Internally parrot is capable of maintaining strings in several
different basic encodings (8-bit, 16-bit, and 32-bit integer, as well
as UTF-8) and may load other encodings on the fly as needed. Parrot so
also capable of maintaining strings in many different character sets
(ASCII, EBCDIC, Unicode, Latin-n, etc) which are also dynamically
loadable. Finally Parrot is capable of maintaining strings in many
different languages, which also may be loaded on the fly.

This is done for maximum efficiency, regardless of the view of the
data presented to the bytecode programs. Conversion to a different
format may be done if needed to properly express the semantics of the
program, but will not be done if not needed.

For example, consider the following:

  use Unicode;
  open FOO, "foo.txt", :charset(latin-3);
  open BAR, "bar.txt", :charset(big5);
  $filehandle = 0;
  while (<>) {
    if ($filehandle++) {
      print FOO $_;
    } else {
      print BAR $_;
    }
    $filehadle %= 2;
  }

Relatively simple, the program reads from the input filehandle and
splits the data, line by line, between two output files. The two
output files have different requirements -- FOO gets data in Latin-1,
while BAR gets it in Big5. The "use Unicode;" thing at the top's a
hand-wavey way of asserting that we want full Unicode text semantics.

Even so, there's no actual reason in this program to convert to
Unicode at all. If the input file is either Latin-3 or Big5, half of
the lines read don't have to be converted to anything. If the input
file's a proper subset of both (like, US ASCII) then none of the
lines read in need any conversion at all.

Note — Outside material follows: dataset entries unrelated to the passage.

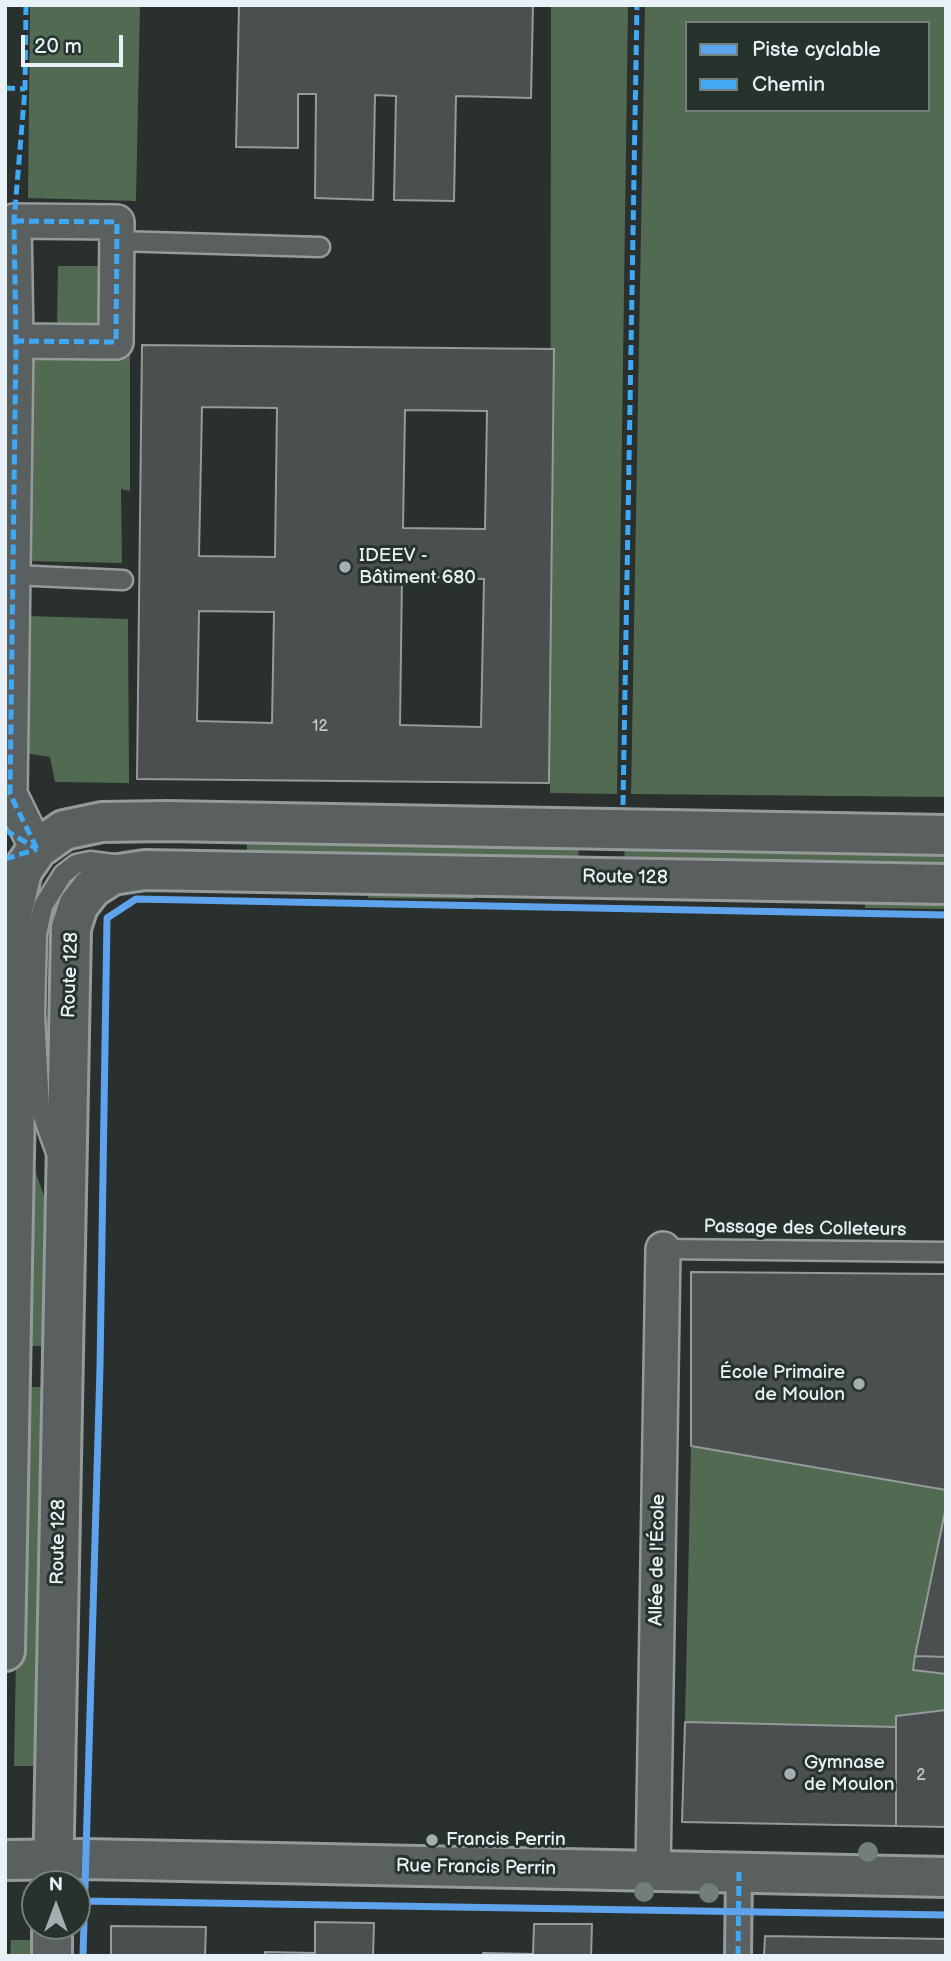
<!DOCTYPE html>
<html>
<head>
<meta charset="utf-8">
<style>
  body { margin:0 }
  #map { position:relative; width:951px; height:1961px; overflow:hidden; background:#29302d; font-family:"Balsamiq Sans",sans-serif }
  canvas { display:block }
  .frame { position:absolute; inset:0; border:7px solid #e8f1f8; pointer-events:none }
  .legend { position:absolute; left:685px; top:21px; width:245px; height:91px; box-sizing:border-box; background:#26332d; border:2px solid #747f7e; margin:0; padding:9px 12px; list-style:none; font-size:21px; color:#e8f1f8 }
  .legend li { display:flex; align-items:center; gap:14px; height:35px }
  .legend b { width:35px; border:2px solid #747f7e }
  .north { position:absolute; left:21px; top:1870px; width:70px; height:70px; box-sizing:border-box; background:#26332d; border:2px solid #747f7e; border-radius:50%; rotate:0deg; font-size:19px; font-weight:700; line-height:28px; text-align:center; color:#e8f1f8 }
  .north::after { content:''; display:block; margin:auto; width:24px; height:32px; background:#a5adb1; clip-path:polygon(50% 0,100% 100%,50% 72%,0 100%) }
  .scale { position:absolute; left:21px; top:35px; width:102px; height:32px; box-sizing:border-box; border:4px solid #e8f1f8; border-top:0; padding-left:9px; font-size:21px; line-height:24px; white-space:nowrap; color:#e8f1f8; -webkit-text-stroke:5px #26332d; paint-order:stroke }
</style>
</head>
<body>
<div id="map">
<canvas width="951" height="1961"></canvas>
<div class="frame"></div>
<ul class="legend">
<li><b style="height:9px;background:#60a3ed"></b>Piste cyclable</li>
<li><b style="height:9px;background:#3fa9f5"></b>Chemin</li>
</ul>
<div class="north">N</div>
<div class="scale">20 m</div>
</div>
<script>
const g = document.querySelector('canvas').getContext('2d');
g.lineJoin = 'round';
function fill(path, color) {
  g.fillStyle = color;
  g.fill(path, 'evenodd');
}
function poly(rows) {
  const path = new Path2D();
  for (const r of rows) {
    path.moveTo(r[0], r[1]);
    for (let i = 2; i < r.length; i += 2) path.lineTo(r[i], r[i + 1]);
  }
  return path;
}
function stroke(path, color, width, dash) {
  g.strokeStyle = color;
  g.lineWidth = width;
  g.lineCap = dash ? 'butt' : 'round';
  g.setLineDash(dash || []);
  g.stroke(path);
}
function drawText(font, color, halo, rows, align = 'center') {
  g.font = font + ' "Balsamiq Sans",sans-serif';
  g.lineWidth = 6;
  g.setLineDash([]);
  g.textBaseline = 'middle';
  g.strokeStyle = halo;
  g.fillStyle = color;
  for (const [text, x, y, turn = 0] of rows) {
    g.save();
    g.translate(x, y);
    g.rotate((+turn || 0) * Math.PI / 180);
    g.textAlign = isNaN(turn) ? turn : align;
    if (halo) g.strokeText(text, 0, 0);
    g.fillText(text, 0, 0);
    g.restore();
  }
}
fill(poly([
  [30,5,140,5,136,201,28,198],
  [551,5,628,5,617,794,550,793],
  [645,5,946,5,946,797,631,794],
  [687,23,928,23,928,110,687,110],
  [58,266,104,266,102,327,57,326],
  [130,351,130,491,121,489,122,563,23,561,28,355],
  [28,616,128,619,129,783,55,782,50,757,25,753],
  [247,833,579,839,578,866,247,861],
  [625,840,946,845,946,872,624,867],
  [368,885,474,886,474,899,368,898],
  [865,894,946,894,946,909,865,908],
  [31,1159,53,1221,50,1346,21,1346],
  [21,1387,49,1387,43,1766,14,1766],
  [691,1446,946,1490,946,1507,913,1670,946,1674,946,1710,896,1716,896,1727,685,1722],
  [11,1940,40,1940,39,1956,10,1956]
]), '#526952');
const building = poly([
  [239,5,533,5,531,98,456,96,454,201,394,200,396,96,375,95,373,200,315,198,316,94,298,94,298,148,236,147,239,5],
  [142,345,554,349,549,783,137,779,142,345],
  [202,407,277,408,275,557,199,556,202,407],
  [405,410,487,411,485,529,403,528,405,410],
  [402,576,484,579,481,727,400,725,402,576],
  [199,611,274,612,272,723,197,721,199,611],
  [691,1272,946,1274,946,1490,691,1446,691,1272],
  [946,1507,946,1657,915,1656,946,1507],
  [915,1656,946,1657,946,1674,913,1670,915,1656],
  [946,1710,946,1827,896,1826,896,1716,946,1710],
  [685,1722,896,1727,896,1826,682,1822,685,1722],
  [315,1922,374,1923,373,1956,265,1956,265,1952,315,1953,315,1922],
  [534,1924,592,1924,591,1956,483,1956,483,1953,533,1954,534,1924],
  [111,1926,206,1927,205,1956,111,1956,111,1926],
  [765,1936,946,1939,946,1956,764,1956,765,1936]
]);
fill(building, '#4c4f50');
stroke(building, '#959a9a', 2);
const service = poly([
  [117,241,320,247],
  [13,575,123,580],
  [56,1153,40,1108,35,1015,37,934,43,906,63,874,76,864,90,861,121,865],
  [663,1249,946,1252]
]);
const pedestrian = poly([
  [738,1956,739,1872]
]);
const minor = poly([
  [16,341,116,342,117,222,14,221,16,341,10,794,37,849],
  [653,1872,663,1249]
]);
const tertiary = poly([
  [5,1860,85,1859,946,1877]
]);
const secondary = poly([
  [5,1651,15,1099,10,1048,11,941,13,910,22,871,37,849,64,830,102,822,166,821,946,835],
  [53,1884,71,928,78,906,92,888,112,875,145,870,946,884],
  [52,1956,52,1926]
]);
stroke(service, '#959a9a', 23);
stroke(pedestrian, '#959a9a', 30);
stroke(minor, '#959a9a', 38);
stroke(tertiary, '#959a9a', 44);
stroke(secondary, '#959a9a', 44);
stroke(service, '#5a6060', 18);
stroke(pedestrian, '#5a6060', 24);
stroke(minor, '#5a6060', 33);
stroke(tertiary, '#5a6060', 38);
stroke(secondary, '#5a6060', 38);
stroke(poly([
  [26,5,25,89,14,221,16,341,10,794,37,849],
  [5,88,25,89],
  [14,221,117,222,116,342,16,341],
  [623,805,637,5],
  [5,830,37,849],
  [5,859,37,849],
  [738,1956,739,1872]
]), '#3fa9f5', 5, [10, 5]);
stroke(poly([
  [84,1901,946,1915],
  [83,1956,100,1367,107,918,136,899,946,915]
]), '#60a3ed', 7);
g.fillStyle = '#727e79';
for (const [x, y] of [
  [868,1852],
  [644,1892],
  [709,1893]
]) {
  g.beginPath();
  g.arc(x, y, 10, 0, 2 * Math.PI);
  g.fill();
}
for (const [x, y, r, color] of [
  [345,567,7,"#a5adb1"],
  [859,1384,7,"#a5adb1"],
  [790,1774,7,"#a5adb1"],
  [432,1840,7,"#a5adb1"]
]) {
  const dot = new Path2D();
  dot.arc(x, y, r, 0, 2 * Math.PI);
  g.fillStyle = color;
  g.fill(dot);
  stroke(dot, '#26332d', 2.5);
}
drawText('16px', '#c1c8ce', null, [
  ["12",320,727],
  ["2",921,1776]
]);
drawText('19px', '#e8f1f8', '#26332d', [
  ["IDEEV -",359,556],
  ["Bâtiment 680",359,578],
  ["École Primaire",845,1373,"right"],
  ["de Moulon",845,1395,"right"],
  ["Gymnase",804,1763],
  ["de Moulon",804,1785],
  ["Francis Perrin",446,1840]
], 'left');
drawText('19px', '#e8f1f8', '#26332d', [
  ["Route 128",625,878,1],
  ["Route 128",71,975,-88],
  ["Passage des Colleteurs",805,1229,1],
  ["Route 128",59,1542,-89],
  ["Allée de l'École",658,1560,-89],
  ["Rue Francis Perrin",476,1868,1]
]);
</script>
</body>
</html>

If Parrot forced all input data to be converted to Unicode internally
then this program would potentially have some significant overhead,
depending on the type of the input file. Given the output, the input
is likely either Latin-3 or Big5, either of which needs some
conversion to get turned into Unicode, while Unicode is guaranteed to
need some conversion for proper output to both files.

Synthesized code points
=======================

Parrot provides code points for all characters, even for those
character sets/encodings which don't inherently do so. Most sets that
have variable-length encodings use an escape sequence scheme--the
value of the first byte in a character determines whether the
character is a one or more byte sequence. When parrot turns these into
code points it does it by building up the final value. The first byte
is put in the low 8 bits of the integer. If there's a second byte in
the sequence the current value is shifted left 8 bits and the new byte
is stuffed in the low 8 bits. If there's a third byte in the sequence
everything is shifted left again 8 bits and that third byte is stuffed
in the bottom, and so on.

For example, in Shift-JIS, if the frst byte is in the range
0x21-0x7E or 0xA1-0xDF the character is a single byte. If the first
byte is in the range 0x81-0x9F or 0xE0-0xEF the character takes two
bytes, with the first byte determining which table the second byte
indexes into. The roman character A is represented by a single byte
0x41, while the Japanese hiragana KA is represented by the byte
sequence 0x82 0xA9. When parrot turns this into code points, it
becomes two integers, 0x00000041 and 0x000082A9. (Though it could
represent them as 16-bit integers, since no character takes three or
more bytes)

While this is somewhat unconventional, it makes the text easy to
process internally as fixed-width integers, is trivally transformed
back into a byte stream, and trivially turned from a byte stream into
integers in the first place. It also has the advantage of making what
was a variable-width encoding (some of which make it difficult or
impossible to tell, if you pick a byte at a random spot in the byte
stream, whether you're in the middle of a character or not) into a
fixed-width encoding. As such it makes a reasonably pleasant way to
manipulate this sort of text.

Conversion Rules
================

There are two types of conversions, from one thing (encoding,
charset, or langauge) to a thing of a similar type or to a thing of a
different type.

Similar here means a thing where the conversion is lossless or
accepted as good enough to have no semantic loss--for example
converting US ASCII to most character sets, or pretty much any
character set to Unicode.  Different here means a thing where the
conversion is *not* guaranteed lossless--for example converting from
Shift-JIS to US ASCII or from Unicode to Latin-1.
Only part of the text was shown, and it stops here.